ACTIVITY:
Find each line of the entries with the string "buttons", please, and copy it.

(Items from a dataset)
__________

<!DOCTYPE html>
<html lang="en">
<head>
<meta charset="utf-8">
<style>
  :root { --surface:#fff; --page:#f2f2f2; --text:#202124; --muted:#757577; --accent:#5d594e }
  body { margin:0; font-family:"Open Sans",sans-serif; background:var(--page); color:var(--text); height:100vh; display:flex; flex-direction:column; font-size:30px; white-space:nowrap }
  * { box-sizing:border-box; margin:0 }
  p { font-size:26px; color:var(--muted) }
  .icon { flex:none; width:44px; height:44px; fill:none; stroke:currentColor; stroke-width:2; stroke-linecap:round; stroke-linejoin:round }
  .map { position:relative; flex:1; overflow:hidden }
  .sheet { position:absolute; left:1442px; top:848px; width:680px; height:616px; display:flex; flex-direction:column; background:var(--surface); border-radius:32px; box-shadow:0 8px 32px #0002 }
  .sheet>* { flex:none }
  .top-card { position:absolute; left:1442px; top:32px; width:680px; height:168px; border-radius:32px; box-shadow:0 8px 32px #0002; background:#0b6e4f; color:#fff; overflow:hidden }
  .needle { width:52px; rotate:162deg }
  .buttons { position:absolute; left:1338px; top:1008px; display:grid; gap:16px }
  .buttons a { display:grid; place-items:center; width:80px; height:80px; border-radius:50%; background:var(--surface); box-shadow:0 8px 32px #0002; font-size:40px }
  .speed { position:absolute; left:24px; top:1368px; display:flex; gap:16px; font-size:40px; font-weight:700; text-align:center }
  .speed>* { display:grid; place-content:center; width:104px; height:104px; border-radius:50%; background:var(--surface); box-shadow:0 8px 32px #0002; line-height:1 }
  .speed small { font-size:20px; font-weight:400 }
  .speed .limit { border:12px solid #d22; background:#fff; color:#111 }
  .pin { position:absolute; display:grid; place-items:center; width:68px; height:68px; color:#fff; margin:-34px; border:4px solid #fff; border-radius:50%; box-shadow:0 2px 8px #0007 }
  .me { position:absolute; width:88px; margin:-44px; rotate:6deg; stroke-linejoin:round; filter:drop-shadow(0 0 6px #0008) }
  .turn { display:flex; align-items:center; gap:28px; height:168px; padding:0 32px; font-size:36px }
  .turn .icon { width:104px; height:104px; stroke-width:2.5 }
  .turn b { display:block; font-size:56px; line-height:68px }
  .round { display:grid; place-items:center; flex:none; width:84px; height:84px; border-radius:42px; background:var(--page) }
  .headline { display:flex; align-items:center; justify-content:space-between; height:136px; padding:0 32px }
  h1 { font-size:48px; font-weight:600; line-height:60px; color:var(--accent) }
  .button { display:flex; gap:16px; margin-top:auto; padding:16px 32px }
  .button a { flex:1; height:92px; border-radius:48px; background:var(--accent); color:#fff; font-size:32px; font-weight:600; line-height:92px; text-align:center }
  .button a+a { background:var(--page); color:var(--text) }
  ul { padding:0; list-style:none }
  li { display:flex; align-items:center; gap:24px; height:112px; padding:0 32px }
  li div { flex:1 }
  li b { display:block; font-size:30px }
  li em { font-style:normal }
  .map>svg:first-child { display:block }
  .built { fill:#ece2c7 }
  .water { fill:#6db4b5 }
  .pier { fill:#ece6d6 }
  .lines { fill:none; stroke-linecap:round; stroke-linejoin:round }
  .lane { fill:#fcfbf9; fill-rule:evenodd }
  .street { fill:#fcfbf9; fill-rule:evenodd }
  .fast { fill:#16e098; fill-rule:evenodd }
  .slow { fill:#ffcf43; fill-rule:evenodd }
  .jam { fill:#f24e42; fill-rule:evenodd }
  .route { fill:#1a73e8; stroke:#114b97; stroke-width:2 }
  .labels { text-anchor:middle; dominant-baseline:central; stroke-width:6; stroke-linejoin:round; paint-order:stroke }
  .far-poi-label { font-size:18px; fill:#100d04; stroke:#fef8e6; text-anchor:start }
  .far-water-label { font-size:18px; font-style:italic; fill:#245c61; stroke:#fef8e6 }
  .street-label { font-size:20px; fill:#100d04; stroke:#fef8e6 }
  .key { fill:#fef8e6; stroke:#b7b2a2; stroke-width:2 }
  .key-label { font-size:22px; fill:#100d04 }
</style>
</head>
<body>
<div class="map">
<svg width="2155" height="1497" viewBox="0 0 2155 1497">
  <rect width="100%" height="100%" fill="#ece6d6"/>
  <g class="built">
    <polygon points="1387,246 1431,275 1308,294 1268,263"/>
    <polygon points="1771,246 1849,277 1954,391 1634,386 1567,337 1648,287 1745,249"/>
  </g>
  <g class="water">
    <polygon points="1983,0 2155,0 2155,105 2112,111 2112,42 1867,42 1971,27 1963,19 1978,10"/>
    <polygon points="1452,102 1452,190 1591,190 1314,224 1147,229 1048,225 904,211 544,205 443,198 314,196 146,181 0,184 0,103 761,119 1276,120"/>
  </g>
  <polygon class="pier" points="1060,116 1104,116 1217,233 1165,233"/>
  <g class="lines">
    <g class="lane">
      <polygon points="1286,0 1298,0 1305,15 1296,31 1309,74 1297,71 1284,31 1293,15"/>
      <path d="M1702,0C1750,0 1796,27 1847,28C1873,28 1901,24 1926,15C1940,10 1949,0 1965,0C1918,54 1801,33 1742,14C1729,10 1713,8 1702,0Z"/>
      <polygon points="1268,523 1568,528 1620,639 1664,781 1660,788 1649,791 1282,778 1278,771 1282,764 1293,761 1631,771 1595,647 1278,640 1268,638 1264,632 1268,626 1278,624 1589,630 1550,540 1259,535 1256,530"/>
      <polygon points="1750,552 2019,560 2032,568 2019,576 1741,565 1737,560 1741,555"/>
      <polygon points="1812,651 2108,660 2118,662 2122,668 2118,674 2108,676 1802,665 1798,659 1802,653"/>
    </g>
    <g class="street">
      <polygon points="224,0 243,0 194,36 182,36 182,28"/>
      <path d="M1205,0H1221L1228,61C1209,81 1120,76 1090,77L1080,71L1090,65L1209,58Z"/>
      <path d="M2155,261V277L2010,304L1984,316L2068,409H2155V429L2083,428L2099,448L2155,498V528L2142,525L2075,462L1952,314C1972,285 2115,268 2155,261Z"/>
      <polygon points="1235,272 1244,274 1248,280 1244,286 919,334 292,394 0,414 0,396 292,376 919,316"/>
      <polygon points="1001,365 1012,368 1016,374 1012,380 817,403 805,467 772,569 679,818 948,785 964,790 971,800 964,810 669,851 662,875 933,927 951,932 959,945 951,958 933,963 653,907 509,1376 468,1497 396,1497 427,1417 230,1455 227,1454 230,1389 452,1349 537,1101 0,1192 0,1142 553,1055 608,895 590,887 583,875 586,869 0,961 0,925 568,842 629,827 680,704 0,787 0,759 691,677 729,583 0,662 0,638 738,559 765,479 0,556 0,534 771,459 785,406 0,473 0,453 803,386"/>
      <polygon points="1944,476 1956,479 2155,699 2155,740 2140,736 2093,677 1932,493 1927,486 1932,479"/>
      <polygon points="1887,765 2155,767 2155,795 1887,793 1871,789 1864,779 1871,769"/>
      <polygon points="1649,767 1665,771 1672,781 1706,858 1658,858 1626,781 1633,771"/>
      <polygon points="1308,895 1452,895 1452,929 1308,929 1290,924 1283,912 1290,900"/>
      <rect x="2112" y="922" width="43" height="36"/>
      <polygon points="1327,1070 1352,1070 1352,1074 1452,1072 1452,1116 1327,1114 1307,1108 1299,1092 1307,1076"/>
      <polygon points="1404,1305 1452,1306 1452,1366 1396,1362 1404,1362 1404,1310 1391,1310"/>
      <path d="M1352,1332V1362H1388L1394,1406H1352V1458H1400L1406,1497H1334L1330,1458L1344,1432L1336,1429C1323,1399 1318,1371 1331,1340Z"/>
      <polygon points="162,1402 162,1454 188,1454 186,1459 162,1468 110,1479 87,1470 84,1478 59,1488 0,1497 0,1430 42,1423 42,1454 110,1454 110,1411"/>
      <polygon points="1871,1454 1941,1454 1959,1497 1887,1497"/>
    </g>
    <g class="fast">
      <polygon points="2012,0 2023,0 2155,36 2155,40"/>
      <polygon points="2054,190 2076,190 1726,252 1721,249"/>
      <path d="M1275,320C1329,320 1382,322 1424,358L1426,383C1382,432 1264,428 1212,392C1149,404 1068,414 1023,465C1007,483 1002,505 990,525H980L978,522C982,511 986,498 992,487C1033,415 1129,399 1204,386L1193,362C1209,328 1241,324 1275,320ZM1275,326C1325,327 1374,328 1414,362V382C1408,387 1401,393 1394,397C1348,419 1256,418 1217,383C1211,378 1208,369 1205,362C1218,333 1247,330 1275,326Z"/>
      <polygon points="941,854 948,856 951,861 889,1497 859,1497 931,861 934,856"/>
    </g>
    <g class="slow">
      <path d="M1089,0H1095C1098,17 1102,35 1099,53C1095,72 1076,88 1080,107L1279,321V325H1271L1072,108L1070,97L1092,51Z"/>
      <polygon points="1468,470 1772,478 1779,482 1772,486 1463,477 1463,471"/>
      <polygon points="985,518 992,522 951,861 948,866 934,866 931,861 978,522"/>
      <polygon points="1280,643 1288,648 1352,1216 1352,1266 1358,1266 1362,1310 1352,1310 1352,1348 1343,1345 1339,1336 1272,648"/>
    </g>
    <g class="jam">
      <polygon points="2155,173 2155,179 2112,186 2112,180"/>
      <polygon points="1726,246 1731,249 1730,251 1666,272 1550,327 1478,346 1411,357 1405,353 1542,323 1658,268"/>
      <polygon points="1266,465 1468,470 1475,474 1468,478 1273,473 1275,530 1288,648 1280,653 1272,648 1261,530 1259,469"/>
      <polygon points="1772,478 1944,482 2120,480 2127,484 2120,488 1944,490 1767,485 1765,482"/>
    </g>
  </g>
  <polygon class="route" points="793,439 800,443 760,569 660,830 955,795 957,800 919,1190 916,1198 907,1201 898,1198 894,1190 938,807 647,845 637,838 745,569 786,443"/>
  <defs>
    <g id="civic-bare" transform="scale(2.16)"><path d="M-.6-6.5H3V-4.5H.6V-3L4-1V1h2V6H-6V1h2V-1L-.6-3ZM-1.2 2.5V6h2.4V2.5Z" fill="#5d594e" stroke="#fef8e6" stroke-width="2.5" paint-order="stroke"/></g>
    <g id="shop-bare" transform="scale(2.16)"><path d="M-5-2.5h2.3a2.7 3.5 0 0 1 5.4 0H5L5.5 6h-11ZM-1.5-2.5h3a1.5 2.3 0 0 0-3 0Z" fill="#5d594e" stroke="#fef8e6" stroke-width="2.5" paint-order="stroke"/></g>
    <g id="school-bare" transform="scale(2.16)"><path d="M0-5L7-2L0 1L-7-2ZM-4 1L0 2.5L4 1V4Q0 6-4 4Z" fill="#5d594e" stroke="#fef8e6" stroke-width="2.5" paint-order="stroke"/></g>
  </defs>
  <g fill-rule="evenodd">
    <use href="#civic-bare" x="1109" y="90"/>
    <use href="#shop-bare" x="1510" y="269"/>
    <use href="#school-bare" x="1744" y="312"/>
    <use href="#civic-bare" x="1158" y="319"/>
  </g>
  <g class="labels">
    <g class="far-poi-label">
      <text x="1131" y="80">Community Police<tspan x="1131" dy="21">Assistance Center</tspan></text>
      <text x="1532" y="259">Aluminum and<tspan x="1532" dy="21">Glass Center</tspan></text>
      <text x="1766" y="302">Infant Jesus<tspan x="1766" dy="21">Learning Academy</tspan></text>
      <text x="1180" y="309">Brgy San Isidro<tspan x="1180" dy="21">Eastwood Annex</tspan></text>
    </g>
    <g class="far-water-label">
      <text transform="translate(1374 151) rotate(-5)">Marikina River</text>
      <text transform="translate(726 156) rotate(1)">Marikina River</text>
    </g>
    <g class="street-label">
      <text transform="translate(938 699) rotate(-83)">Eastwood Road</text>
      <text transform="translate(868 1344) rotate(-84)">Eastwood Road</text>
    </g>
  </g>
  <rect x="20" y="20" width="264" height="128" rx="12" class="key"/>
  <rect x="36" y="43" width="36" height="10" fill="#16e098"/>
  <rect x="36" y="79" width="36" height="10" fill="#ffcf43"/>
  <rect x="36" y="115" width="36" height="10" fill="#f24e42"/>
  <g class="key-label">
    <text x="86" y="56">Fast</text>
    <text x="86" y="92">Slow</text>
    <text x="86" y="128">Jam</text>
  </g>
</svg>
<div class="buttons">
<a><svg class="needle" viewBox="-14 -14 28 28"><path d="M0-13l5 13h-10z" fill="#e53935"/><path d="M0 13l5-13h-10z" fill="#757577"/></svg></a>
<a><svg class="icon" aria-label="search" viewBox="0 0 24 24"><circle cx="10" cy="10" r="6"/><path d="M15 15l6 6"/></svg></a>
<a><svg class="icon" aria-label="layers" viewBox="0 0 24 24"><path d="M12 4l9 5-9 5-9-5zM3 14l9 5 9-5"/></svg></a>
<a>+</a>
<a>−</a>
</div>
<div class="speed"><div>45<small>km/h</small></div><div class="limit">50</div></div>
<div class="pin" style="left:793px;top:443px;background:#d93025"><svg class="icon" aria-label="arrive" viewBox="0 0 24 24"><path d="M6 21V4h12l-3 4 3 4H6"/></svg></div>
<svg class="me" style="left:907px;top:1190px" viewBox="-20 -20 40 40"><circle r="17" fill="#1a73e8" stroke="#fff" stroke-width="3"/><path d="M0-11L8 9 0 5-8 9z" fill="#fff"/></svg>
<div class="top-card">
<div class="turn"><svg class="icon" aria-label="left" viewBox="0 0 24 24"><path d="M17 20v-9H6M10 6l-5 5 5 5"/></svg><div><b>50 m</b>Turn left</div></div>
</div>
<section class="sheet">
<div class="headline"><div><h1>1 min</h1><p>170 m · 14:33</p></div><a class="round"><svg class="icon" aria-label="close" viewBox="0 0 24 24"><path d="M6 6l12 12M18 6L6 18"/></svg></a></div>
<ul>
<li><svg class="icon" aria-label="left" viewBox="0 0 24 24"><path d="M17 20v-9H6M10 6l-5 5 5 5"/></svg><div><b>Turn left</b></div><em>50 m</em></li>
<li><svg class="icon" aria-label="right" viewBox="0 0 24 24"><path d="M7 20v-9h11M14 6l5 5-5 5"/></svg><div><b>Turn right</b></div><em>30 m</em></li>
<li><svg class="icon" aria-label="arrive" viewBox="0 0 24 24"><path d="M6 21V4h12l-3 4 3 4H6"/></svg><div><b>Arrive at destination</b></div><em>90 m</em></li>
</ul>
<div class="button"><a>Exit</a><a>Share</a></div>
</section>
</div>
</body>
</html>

__________

YOUR RESPONSE:
  .buttons { position:absolute; left:1338px; top:1008px; display:grid; gap:16px }
  .buttons a { display:grid; place-items:center; width:80px; height:80px; border-radius:50%; background:var(--surface); box-shadow:0 8px 32px #0002; font-size:40px }
<div class="buttons">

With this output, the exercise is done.